This previously unpublished manuscript, clearly written in the 1850s, was recently bought by Harvard’s Henry Louis Gates (no relation); he thinks it may be the first novel by an African-American woman. And if Crafts was who she claims to be in the book, it’s the only novel we have by a female fugitive slave. Gates hasn’t yet tracked down the real-life Crafts–he has candidates–but his introduction (and the appended report by a document specialist) leaves no doubt of its age. And both physical and textual evidence–thimble marks on paste wafers; the presentation of black characters–leave little doubt that a black woman wrote it. Gates writes that while white abolitionists massaged most pre- Civil War works by African-Americans, in Crafts we hear “the unadulterated ‘voice’ of the fugitive slave herself, exactly as she wrote and edited it.” (He reproduces her spelling, punctuation and crossings-out.) So, just what I wanted: literature in the raw, without preconceptions, by a novelist freshly inventing the genre as she wrote.

But did Crafts really intend this to be a novel? On her title page she calls it a “narrative”; in a preface she says it’s a “record of plain unvarnished fact” that “makes no pretensions to romance.” True, novels from “Moll Flanders” to “Lolita” make similar claims, but there’s never a hint she’s playing games. Since “The Bondwoman’s Narrative” has preposterous coincidences and overwrought melodrama, obviously derived from Gothic and sentimental fiction, you might be tempted to read her disclaimer of “romance” as modernist playfulness before its time. But it’s possible the book began as a memoir, somehow took wing into literary fancy and never landed in any recognizable genre. Just because a story has stock characters and situations–the kindly or coldhearted white people, the brutal overseer, the pursuit by dogs–doesn’t mean it’s not substantially true. And the convincing domestic details, as well as a real-life slaveholder (one John Wheeler) who appears by name, suggest Crafts certainly knew, and probably lived, something like the life she describes.

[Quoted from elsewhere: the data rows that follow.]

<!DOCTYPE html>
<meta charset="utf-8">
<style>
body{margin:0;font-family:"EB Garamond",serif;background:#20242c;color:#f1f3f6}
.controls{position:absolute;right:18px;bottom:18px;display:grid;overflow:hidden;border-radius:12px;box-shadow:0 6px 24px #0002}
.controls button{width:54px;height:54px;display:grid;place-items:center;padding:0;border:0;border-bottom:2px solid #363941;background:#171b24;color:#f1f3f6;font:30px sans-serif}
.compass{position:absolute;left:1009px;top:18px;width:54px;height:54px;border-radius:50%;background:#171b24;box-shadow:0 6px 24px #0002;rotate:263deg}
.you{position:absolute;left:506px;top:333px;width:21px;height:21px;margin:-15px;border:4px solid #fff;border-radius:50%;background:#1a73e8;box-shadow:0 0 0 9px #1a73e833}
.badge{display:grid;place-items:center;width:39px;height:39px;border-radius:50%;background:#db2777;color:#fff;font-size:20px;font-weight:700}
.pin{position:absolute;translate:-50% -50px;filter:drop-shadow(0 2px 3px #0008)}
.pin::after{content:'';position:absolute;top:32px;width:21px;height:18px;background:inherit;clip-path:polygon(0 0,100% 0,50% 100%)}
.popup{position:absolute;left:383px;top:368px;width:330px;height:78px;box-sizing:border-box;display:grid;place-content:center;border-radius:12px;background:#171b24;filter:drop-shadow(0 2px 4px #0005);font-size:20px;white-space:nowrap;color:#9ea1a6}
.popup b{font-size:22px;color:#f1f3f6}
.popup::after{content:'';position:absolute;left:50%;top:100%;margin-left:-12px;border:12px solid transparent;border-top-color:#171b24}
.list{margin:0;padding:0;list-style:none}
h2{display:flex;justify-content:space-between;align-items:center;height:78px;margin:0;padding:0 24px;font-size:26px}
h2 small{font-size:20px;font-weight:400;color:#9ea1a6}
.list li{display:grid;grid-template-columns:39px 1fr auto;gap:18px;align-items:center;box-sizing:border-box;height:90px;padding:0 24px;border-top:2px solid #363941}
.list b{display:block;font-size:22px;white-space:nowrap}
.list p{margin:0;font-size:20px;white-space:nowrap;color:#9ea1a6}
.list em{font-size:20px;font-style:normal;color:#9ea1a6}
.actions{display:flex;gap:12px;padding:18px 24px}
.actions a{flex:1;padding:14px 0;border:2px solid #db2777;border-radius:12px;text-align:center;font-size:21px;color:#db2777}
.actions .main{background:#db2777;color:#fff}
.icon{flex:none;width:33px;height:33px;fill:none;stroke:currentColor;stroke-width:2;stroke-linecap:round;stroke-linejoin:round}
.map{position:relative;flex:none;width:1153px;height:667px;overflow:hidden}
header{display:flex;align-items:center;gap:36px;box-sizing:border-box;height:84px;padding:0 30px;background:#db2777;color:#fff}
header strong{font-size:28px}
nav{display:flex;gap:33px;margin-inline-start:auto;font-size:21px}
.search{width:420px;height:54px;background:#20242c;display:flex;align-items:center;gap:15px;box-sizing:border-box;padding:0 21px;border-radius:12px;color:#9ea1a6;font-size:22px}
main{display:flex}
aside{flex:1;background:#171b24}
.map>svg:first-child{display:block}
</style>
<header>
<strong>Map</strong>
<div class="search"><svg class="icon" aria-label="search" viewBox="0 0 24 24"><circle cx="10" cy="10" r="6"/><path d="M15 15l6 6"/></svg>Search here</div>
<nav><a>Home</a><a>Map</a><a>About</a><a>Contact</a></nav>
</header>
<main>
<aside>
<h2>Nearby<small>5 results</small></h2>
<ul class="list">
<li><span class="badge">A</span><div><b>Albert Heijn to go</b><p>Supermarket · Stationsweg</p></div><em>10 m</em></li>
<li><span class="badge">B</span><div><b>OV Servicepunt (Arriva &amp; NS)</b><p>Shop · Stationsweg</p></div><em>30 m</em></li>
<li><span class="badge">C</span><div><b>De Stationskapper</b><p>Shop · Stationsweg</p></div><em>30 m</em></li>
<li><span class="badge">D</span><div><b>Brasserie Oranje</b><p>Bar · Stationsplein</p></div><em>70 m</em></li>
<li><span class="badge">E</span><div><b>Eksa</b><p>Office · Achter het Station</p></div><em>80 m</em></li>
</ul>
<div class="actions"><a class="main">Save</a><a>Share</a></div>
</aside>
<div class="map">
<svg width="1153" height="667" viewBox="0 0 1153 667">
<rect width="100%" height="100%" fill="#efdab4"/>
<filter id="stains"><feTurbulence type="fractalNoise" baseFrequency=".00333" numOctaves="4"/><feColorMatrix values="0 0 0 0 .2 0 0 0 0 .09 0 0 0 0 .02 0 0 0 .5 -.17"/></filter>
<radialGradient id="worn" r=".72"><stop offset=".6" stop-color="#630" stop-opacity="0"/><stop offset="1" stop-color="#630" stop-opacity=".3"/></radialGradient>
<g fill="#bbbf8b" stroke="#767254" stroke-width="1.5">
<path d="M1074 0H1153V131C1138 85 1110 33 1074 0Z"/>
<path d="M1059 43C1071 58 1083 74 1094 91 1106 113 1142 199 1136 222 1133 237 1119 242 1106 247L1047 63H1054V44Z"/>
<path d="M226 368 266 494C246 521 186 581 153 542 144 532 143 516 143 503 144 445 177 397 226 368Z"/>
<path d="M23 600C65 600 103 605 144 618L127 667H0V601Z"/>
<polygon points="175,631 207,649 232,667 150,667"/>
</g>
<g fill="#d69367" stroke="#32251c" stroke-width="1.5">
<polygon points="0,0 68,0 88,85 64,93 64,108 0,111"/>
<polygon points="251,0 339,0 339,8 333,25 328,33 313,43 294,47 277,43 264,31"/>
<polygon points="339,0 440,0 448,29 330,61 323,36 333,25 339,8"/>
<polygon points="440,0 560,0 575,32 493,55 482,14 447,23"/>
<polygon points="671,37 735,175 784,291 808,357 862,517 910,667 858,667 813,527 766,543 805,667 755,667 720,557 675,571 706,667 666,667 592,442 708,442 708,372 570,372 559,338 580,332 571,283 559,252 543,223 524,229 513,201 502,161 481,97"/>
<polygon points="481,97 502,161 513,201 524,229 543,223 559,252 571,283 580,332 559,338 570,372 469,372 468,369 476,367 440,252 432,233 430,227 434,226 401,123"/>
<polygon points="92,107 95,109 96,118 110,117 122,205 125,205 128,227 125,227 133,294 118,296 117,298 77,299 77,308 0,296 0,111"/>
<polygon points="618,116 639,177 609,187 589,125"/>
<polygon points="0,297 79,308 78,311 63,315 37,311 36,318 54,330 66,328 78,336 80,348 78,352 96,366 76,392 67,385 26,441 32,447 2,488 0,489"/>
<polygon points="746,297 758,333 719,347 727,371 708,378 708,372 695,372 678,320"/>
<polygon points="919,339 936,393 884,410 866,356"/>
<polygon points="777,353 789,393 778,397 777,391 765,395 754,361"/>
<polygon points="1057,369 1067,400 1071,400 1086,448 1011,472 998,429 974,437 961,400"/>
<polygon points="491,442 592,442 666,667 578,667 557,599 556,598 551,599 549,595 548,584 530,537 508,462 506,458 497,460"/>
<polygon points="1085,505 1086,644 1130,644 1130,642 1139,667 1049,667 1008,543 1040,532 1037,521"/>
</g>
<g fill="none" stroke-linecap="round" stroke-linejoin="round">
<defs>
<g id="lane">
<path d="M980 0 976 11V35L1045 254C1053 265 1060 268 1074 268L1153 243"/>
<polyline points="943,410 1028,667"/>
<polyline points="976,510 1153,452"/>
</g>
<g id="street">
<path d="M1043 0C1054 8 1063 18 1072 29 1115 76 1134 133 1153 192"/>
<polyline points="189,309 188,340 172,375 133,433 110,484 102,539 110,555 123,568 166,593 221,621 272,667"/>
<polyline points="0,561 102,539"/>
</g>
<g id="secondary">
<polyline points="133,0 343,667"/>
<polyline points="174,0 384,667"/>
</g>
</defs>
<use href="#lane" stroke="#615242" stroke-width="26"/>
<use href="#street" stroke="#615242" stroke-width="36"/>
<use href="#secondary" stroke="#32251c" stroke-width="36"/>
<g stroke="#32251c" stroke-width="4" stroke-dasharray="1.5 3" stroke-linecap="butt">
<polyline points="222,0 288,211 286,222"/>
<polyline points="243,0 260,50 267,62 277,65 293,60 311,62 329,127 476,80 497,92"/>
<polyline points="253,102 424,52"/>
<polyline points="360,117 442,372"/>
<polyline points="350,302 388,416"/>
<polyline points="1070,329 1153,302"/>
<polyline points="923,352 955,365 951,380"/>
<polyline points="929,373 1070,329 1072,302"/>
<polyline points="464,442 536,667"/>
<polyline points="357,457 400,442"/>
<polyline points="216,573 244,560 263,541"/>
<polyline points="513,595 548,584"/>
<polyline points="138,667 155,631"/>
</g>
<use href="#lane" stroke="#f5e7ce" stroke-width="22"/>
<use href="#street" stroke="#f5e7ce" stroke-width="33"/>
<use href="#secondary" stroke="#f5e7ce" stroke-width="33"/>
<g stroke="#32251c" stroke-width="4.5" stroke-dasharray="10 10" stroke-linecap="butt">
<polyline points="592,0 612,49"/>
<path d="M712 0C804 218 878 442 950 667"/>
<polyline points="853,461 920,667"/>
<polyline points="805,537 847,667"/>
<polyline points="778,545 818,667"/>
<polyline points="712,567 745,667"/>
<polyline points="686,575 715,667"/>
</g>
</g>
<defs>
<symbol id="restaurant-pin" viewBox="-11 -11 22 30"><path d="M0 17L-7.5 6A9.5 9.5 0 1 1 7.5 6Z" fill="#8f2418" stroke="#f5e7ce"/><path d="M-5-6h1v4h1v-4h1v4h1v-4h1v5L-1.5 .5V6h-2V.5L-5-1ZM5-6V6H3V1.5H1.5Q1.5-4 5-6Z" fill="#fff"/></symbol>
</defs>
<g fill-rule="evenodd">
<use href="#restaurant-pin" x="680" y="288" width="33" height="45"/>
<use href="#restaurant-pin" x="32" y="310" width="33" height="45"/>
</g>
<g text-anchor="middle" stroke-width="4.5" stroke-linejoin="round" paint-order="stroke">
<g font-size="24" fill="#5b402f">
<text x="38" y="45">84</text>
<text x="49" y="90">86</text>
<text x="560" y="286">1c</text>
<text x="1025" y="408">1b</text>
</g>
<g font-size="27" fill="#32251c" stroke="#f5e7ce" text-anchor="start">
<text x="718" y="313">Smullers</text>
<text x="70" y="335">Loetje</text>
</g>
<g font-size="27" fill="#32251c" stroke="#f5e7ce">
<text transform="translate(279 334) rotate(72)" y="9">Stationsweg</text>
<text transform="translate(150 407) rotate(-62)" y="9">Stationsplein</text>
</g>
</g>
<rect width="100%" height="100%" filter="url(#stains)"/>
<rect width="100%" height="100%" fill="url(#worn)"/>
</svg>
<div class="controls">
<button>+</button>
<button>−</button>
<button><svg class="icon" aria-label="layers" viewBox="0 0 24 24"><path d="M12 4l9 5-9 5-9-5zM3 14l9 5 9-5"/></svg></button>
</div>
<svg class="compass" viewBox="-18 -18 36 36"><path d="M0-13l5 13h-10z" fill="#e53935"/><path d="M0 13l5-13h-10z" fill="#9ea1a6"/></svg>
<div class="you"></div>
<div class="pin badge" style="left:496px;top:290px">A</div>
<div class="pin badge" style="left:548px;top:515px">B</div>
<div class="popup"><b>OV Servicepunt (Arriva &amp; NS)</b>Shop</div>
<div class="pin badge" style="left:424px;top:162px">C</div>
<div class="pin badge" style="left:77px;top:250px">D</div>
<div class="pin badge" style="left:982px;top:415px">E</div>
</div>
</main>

While the writing is mostly sub-amateurish and much of the dialogue–“Begone, I want none of your blarney”–inadvertently reads like Donald Barthelme, Crafts could be a sharp observer of character. The infuriating Mrs. Wheeler chatters confidentially at her “servants,” unaware that they fear and loathe her; the sinister lawyer Trappe blandly philosophizes at the slaves he persecutes: “We are all slaves to something or somebody.” But why did she take it into her head to plagiarize from “Bleak House”? Trappe is a knockoff of Dickens’s Tulkinghorn; Crafts’s resolution to be “industrious, cheerful and true-hearted, to do some good though in a humble way, and to win some love if I could” is cribbed from Dickens’s narrator, Esther Summerson. (Esther strives to be “industrious, contented and kind-hearted, and to do some good to some one, and win some love to myself if I could.”) Crafts also had the prescience to appropriate the now canonical passages describing the mud in London and the death of Jo the crossing sweeper. Were these ripoffs? (In the story, Crafts is so honest she refuses to pass for white to gain her freedom.) Or quirky tributes? Or what? This supposedly pure and simple writer begins to look more and more like just another overthinker–unless it’s me–with a contemporary taste for artifice, duplicity and complexity. If the spirit of Hannah Crafts is hovering nearby, reading over my shoulder, I just want to know: Who were you? What were you thinking?